**What to produce:**
Only a number is wanted: how many lines of the entries include the string "river"?

**Data provided:**
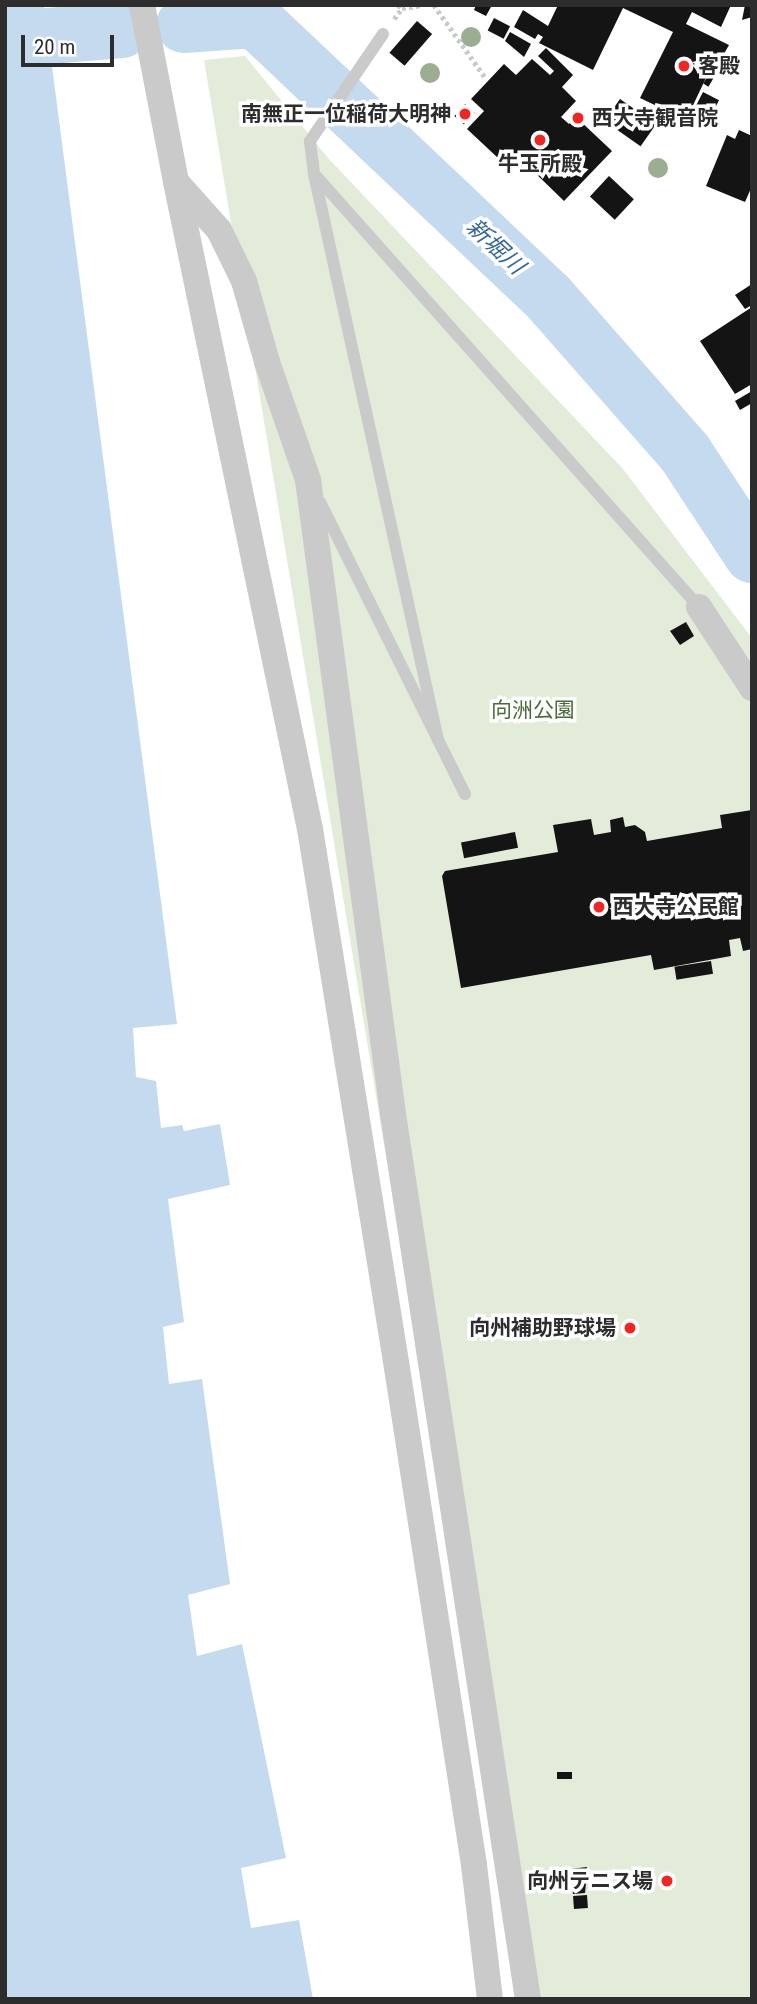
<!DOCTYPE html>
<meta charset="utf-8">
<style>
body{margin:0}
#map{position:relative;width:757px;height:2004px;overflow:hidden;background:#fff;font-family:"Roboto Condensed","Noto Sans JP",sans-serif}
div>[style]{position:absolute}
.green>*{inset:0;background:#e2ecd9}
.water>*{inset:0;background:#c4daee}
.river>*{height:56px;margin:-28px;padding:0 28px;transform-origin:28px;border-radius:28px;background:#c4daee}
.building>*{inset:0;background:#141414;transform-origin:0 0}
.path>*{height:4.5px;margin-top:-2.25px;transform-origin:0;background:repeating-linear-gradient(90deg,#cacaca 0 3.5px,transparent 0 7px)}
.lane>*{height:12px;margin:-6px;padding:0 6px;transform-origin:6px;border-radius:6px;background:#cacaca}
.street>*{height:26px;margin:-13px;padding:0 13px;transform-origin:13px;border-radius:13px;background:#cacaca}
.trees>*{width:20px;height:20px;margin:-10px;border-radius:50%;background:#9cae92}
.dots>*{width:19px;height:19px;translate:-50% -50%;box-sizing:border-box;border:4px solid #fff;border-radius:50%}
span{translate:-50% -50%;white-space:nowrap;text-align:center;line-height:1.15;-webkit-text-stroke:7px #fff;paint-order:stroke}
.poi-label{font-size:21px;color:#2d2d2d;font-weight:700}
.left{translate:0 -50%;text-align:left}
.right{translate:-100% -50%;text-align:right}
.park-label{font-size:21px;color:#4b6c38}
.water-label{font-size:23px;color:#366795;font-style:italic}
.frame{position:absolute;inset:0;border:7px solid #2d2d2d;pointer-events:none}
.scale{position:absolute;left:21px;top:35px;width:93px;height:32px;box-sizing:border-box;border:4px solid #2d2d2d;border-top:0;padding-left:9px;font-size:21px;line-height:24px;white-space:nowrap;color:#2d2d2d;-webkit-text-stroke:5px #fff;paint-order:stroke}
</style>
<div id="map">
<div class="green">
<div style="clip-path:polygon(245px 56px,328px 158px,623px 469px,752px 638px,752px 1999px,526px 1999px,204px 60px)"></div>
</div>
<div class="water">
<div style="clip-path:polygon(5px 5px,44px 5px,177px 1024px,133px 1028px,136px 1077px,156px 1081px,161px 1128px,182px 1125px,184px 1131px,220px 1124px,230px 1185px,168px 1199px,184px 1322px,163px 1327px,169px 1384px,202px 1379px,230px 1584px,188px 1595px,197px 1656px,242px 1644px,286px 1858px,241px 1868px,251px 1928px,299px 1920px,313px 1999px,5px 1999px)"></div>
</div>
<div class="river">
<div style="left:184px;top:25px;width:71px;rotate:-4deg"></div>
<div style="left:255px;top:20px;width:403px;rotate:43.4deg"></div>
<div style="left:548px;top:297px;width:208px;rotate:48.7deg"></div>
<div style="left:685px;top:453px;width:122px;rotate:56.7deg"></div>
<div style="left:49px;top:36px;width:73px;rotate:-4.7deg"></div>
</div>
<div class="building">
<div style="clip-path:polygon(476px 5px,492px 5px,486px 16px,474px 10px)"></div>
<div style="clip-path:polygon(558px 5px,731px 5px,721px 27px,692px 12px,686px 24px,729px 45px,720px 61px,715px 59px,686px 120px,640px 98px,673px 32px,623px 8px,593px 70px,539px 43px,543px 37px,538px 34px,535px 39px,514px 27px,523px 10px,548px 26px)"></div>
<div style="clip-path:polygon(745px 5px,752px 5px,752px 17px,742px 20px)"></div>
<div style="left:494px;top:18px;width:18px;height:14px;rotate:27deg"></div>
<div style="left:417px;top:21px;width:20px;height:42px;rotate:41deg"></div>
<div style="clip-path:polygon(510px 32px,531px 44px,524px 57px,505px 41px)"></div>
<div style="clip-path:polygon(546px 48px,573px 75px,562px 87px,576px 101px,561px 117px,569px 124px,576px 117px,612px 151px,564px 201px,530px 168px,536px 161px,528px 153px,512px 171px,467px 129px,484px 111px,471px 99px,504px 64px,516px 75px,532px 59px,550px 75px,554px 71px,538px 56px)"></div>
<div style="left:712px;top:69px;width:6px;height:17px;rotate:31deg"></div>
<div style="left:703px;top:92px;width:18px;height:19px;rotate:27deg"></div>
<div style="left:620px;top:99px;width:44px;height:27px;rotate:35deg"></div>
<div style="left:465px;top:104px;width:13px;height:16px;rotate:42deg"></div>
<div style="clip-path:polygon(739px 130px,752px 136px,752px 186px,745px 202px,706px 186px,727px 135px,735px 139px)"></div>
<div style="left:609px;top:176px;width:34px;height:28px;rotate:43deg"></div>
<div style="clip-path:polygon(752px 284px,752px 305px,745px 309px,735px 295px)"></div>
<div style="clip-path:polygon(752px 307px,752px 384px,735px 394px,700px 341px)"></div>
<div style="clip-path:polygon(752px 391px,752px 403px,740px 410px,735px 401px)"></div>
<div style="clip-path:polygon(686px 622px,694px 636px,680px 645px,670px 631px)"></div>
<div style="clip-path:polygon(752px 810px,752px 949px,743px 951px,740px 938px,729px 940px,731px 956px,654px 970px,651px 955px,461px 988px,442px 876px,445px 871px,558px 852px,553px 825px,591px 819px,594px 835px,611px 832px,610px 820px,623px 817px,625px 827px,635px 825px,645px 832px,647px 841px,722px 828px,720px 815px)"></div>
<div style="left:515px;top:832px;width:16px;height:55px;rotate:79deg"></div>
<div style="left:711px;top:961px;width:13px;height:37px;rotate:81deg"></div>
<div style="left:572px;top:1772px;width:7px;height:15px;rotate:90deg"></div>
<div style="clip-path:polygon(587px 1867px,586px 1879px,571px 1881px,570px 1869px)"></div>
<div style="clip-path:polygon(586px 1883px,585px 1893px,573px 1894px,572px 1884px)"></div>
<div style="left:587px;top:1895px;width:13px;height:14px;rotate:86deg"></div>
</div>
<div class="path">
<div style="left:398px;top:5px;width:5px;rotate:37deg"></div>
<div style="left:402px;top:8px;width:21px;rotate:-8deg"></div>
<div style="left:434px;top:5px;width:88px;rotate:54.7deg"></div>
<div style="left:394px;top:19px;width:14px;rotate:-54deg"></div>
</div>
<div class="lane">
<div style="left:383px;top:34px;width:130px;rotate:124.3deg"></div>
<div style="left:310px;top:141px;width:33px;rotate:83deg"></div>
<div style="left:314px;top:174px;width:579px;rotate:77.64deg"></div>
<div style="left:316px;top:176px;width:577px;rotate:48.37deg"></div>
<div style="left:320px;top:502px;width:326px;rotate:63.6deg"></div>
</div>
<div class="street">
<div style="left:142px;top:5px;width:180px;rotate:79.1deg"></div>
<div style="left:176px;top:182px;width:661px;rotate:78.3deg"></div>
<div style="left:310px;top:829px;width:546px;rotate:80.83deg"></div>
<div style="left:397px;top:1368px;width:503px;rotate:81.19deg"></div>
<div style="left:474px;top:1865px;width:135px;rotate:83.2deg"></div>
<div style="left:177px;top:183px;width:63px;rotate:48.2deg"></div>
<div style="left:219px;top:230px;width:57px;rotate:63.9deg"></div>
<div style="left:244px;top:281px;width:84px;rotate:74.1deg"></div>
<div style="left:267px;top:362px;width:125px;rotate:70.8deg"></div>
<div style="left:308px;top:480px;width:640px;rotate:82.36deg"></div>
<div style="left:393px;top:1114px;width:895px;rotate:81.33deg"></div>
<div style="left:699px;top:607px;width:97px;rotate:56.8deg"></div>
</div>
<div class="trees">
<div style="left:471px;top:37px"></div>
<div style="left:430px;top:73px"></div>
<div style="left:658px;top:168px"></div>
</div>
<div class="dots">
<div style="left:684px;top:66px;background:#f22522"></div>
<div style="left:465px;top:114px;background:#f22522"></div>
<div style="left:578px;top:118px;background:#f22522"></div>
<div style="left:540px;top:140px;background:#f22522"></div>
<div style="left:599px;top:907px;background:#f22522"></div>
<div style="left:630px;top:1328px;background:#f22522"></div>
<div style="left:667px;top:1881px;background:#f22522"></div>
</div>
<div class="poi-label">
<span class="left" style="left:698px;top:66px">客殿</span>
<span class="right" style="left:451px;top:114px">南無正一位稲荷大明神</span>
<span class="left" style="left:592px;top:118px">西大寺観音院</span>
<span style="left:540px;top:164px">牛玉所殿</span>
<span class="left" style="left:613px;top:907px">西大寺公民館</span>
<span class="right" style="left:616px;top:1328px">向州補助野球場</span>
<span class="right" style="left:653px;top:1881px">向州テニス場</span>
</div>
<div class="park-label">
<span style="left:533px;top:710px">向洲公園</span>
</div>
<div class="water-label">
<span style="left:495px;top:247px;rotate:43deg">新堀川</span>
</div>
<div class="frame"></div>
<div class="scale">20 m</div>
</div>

**Exercise answer:**
2